Input: `[ 2, 5, -1, 3 ]`

Output: `[ 2, 5 ]`

which gives maximum product `10`

.

#### Method

This week Ryan gives us another puzzle where you think you have one thing, but on examination what you hold in your hands is completely different. This challenge resembles a classic problem wherein we find the longest contiguous sublist of an array with the largest sum, only in this case we’re looking for the largest product. Unsurprisingly, as it turns out, under analysis the two problems are quite divergent.
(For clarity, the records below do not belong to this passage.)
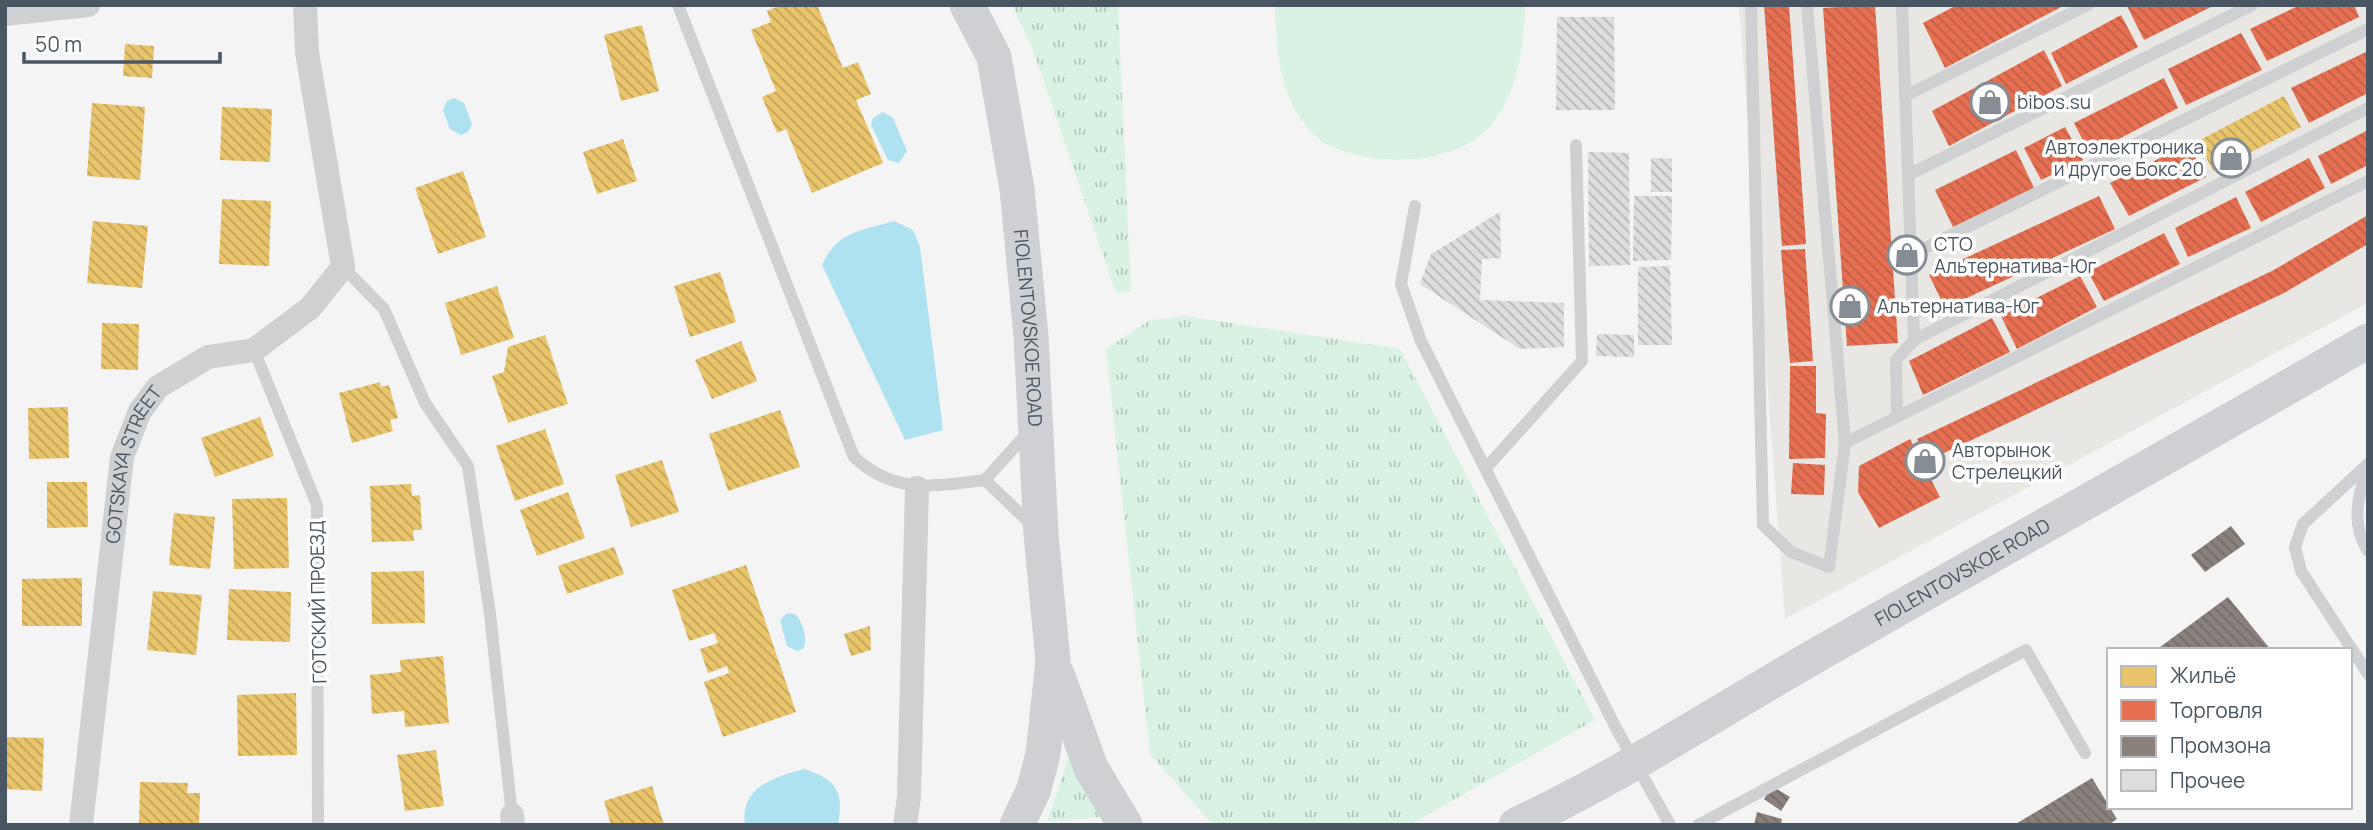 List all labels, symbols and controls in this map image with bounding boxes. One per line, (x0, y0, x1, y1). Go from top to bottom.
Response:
scale bar (24, 21, 220, 65)
text: 50 m (35, 30, 82, 58)
shop icon: bibos.su (1969, 81, 2011, 123)
place label: bibos.su (2017, 89, 2091, 115)
place label: Автоэлектроника и другое Бокс 20 (2045, 134, 2204, 182)
shop icon: Автоэлектроника и другое Бокс 20 (2210, 137, 2252, 179)
street label: FIOLENTOVSKOE ROAD (1008, 228, 1049, 427)
place label: СТО Альтернатива-Юг (1934, 231, 2096, 279)
shop icon: СТО Альтернатива-Юг (1886, 234, 1928, 276)
shop icon: Альтернатива-Юг (1829, 285, 1871, 327)
place label: Альтернатива-Юг (1877, 293, 2039, 319)
street label: GOTSKAYA STREET (99, 380, 168, 545)
place label: Авторынок Стрелецкий (1952, 437, 2062, 485)
shop icon: Авторынок Стрелецкий (1904, 440, 1946, 482)
street label: FIOLENTOVSKOE ROAD (1870, 512, 2055, 632)
street label: ГОТСКИЙ ПРОЕЗД (304, 520, 332, 684)
legend (2107, 648, 2352, 809)
text: Жильё (2170, 661, 2236, 689)
text: Торговля (2170, 696, 2263, 724)
text: Промзона (2170, 731, 2271, 759)
text: Прочее (2170, 766, 2245, 794) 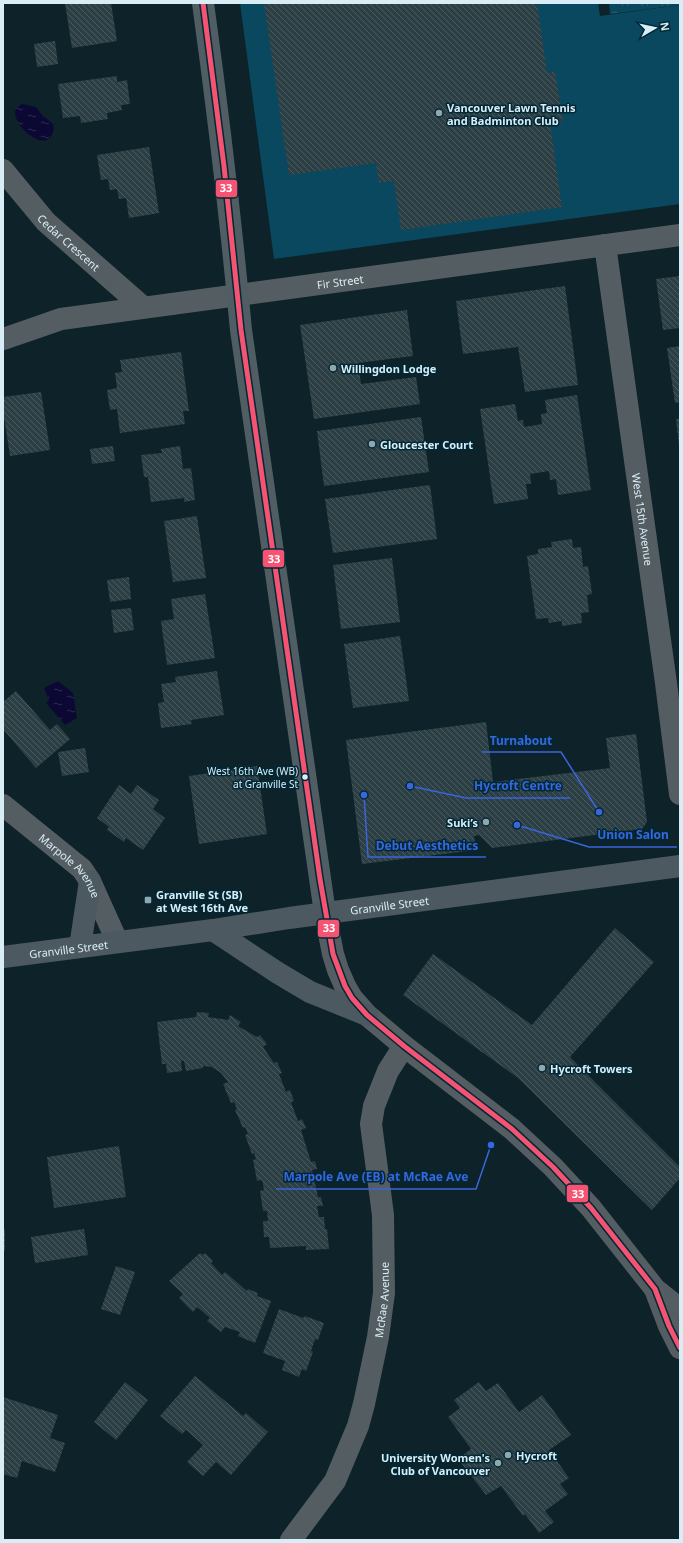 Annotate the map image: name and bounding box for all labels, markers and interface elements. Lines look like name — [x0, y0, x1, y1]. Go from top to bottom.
north arrow — [635, 8, 675, 48]
text: N — [657, 21, 673, 32]
place label: Vancouver Lawn Tennis and Badminton Club — [447, 100, 576, 128]
marker: Vancouver Lawn Tennis and Badminton Club — [434, 108, 444, 118]
line badge: 33 — [215, 179, 238, 198]
text: 33 — [220, 180, 232, 195]
street label: Cedar Crescent — [35, 210, 103, 274]
street label: Fir Street — [316, 271, 364, 292]
place label: Willingdon Lodge — [341, 361, 437, 376]
marker: Willingdon Lodge — [328, 363, 338, 373]
place label: Gloucester Court — [380, 437, 473, 452]
marker: Gloucester Court — [367, 439, 377, 449]
street label: West 15th Avenue — [629, 472, 657, 567]
line badge: 33 — [262, 549, 285, 568]
text: 33 — [268, 551, 280, 566]
callout: Turnabout — [482, 728, 561, 752]
text: Turnabout — [490, 732, 552, 749]
place label: West 16th Ave (WB) at Granville St — [207, 764, 298, 791]
marker: West 16th Ave (WB) at Granville St — [300, 772, 310, 782]
callout: Hycroft Centre — [466, 774, 570, 798]
text: Hycroft Centre — [474, 777, 562, 794]
place label: Suki’s — [447, 815, 478, 830]
marker: Suki’s — [481, 817, 491, 827]
callout: Union Salon — [589, 823, 677, 847]
text: Union Salon — [597, 826, 669, 843]
street label: Marpole Avenue — [36, 830, 104, 900]
callout: Debut Aesthetics — [368, 833, 486, 857]
text: Debut Aesthetics — [376, 837, 478, 854]
place label: Granville St (SB) at West 16th Ave — [156, 887, 249, 915]
street label: Granville Street — [349, 892, 430, 917]
marker: Granville St (SB) at West 16th Ave — [143, 895, 153, 905]
line badge: 33 — [317, 919, 340, 938]
text: 33 — [323, 920, 335, 935]
street label: Granville Street — [28, 936, 109, 961]
place label: Hycroft Towers — [550, 1061, 633, 1076]
marker: Hycroft Towers — [537, 1063, 547, 1073]
callout: Marpole Ave (EB) at McRae Ave — [276, 1165, 476, 1189]
text: Marpole Ave (EB) at McRae Ave — [284, 1168, 468, 1185]
line badge: 33 — [566, 1184, 589, 1203]
text: 33 — [572, 1186, 584, 1201]
street label: McRae Avenue — [371, 1262, 392, 1339]
place label: Hycroft — [516, 1448, 557, 1463]
place label: University Women's Club of Vancouver — [381, 1450, 490, 1478]
marker: Hycroft — [503, 1450, 513, 1460]
marker: University Women's Club of Vancouver — [493, 1458, 503, 1468]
The two problems do have certain commonalities, specifically that if the entirety of the input list is positive, the maximum sublist is the whole list, as every element added to the sublist simply increases the total. However the behavior after introducing negative numbers and zeros to the input is quite different:

- Negative numbers in a sublist under multiplication generally increase the absolute value of the product, but also flip the sign. The presence of a second negative number will of course flip the sign right back.
- Zeros under multiplication are the real game-changer, though. The presence of any 0 in a list under evaluation will render the product of that list 0, and no additional 0s, or for that matter any other number, will change this fact.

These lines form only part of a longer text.